## ABOUT THIS EXERCISE:
Scan the entries that follow and copy out every line containing "Dislivello".

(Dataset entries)
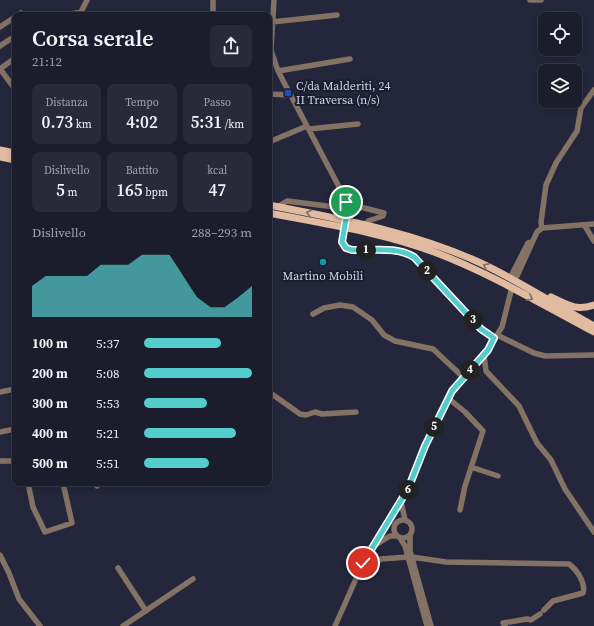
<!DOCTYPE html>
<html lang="it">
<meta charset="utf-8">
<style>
:root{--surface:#1b1d2d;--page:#282a39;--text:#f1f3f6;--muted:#a0a2aa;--line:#393b49;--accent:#53cdcb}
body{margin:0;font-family:"Source Serif 4",serif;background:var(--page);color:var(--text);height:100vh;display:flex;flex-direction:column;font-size:15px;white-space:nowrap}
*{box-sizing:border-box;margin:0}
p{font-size:13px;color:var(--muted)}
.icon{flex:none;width:22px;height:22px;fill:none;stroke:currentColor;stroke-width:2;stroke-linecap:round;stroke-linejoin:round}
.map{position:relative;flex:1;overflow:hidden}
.sheet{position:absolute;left:12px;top:12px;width:260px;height:474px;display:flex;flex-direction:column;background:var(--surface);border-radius:8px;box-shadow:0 2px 6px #0003,0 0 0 1px var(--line)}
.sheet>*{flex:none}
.controls{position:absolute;left:538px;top:12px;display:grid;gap:8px}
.controls a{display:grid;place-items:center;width:44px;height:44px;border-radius:8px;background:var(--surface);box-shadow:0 2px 6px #0003,0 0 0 1px var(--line);font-size:20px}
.pin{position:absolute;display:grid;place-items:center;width:34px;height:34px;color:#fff;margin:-17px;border:2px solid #fff;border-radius:50%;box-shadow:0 1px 4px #0007}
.km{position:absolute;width:20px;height:20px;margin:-10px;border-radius:50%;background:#222;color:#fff;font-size:11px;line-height:20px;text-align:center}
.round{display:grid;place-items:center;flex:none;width:42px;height:42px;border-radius:8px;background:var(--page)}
.summary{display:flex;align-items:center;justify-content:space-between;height:68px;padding:0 20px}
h1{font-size:22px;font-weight:600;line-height:30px}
.metrics{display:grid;grid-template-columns:repeat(3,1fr);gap:6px;height:68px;padding:4px 20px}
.metrics div{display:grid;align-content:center;border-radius:8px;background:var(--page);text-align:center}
.metrics b{font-size:17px;font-weight:600}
.metrics small{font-size:11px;font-weight:400}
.metrics p{font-size:11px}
.chart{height:112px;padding:8px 20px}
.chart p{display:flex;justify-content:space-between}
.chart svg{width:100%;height:72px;margin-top:4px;fill:var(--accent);opacity:.7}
ul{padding:0 20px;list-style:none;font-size:13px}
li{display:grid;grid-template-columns:64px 48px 1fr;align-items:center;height:30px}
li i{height:10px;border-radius:5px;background:var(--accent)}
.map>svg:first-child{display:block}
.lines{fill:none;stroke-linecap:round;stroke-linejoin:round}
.minor{stroke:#847264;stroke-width:5.5}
.major{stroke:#e1bb9f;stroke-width:7}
.oneway{stroke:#7e6c68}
.route-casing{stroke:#fff;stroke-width:8}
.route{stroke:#53cdcb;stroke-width:5}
.transit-dot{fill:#1a4fb4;stroke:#1b1d32;stroke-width:1.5}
.culture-dot{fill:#0f9aa8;stroke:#1b1d32;stroke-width:1.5}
.labels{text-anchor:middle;stroke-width:4;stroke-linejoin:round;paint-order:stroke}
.poi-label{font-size:12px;fill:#d0d2e0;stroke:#1b1d32;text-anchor:start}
</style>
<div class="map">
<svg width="594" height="626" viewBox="0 0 594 626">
<rect width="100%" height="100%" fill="#24273c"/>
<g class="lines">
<path class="minor" d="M274,0L271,50L278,71L347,202L348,207L342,243L343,246C353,255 394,245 414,257L481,329L494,338
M530,0H541
M19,15L21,13L23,15
M66,15L81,12L87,0
M213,15V0
M272,22L337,15
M0,27L15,17
M0,46L15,36
M0,69L15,89
M0,69L15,58
M278,71L350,59
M269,94L290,95
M309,129L358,124
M269,142L307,126
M277,207L287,201L343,208L356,206L384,213L383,216L368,221L367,225
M585,226L594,241
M542,228L541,222L546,185L556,163L577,131L581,108L594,90
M542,228L594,224
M517,276L537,232L542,228
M510,278L528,243L532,242
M313,314L324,308L340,305L353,307L372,320L384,335L395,341L433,349L463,377
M497,335L534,353L545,356L594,355
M484,355L486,371L519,406L537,443L551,460L565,489L594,532
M0,392L15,389
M269,392L300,414L306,415L315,412L322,414L356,412
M448,398L465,412L483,431L465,486L460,510
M0,432L15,429
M0,461H15
M471,467L498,476
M28,483L33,507L45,532L72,523L63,483
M97,483V486
M401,502L405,520
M394 529a9 9 0 1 1 18 0a9 9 0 1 1-18 0Z
M410,535V551L431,626
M400,538L405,546L427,626
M377,544L390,536H396
M0,555L9,573L19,599L40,626
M412,557L446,562L569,564C577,570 586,583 583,593L553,601L544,610
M363,563L370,568L381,559L408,557
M118,568L146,611
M123,626L193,579
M335,626L363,563L408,489L425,446L452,391L488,350L497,335L502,327L511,291
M505,626L503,623L527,619L531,620L540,614"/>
<path class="major" d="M0,150L15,153
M0,157L15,160
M269,205C342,219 418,233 485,265C522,283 558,306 594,326
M269,213C324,224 381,232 434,252C490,273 541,304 594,332
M551,297C568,305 575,311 594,305"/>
</g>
<defs><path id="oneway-chevron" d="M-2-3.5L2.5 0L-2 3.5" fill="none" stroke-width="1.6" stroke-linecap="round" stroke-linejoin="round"/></defs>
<g class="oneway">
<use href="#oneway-chevron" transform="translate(309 213) rotate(-168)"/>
<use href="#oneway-chevron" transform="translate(486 266) rotate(-154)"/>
<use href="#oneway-chevron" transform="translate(530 298) rotate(28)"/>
</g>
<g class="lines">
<defs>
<path id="route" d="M346,202L348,207L342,242L346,248L352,250C372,251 396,246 414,257L481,329L494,338L488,350L452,391L425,446L408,489L363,563"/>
</defs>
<use href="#route" class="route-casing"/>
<use href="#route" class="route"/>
</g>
<rect class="transit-dot" x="284" y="89" width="8" height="8" rx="2"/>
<circle class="culture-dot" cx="323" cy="262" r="4"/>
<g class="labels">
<g class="poi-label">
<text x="296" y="90">C/da Malderiti, 24<tspan x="296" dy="14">II Traversa (n/s)</tspan></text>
<text x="323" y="280" text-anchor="middle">Martino Mobili</text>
</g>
</g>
</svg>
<div class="controls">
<a><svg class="icon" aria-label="locate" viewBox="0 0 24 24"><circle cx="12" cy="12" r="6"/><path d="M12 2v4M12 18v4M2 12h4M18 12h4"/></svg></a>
<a><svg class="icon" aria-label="layers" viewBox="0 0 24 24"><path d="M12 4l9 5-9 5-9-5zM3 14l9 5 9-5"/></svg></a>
</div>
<div class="pin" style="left:346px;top:202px;background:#1e9e55"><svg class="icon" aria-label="arrive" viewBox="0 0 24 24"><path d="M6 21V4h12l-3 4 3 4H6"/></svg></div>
<div class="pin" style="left:363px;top:563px;background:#d93025"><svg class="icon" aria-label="check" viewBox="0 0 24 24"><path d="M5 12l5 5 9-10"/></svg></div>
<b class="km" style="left:366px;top:250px">1</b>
<b class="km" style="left:427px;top:271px">2</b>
<b class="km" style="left:473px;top:320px">3</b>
<b class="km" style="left:470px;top:370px">4</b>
<b class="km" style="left:434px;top:427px">5</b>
<b class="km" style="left:408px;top:490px">6</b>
<section class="sheet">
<div class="summary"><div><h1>Corsa serale</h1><p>21:12</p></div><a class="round"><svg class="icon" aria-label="share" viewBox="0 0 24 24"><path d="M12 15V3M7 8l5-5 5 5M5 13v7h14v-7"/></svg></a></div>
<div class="metrics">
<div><p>Distanza</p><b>0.73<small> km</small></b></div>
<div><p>Tempo</p><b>4:02</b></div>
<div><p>Passo</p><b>5:31<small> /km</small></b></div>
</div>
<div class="metrics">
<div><p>Dislivello</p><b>5<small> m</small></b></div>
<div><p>Battito</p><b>165<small> bpm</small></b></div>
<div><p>kcal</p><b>47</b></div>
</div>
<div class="chart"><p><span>Dislivello</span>288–293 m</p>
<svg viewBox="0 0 160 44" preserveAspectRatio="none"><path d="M0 44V25L10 19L20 19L30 19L40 19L50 12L60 12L70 12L80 6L90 6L100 6L110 19L120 32L130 38L140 38L150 32L160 25V44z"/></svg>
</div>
<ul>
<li><b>100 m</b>5:37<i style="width:71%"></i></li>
<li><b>200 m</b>5:08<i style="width:100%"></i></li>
<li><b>300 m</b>5:53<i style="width:58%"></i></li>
<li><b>400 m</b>5:21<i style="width:85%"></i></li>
<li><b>500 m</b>5:51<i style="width:60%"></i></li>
</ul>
</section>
</div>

## SOLUTION:
<div><p>Dislivello</p><b>5<small> m</small></b></div>
<div class="chart"><p><span>Dislivello</span>288–293 m</p>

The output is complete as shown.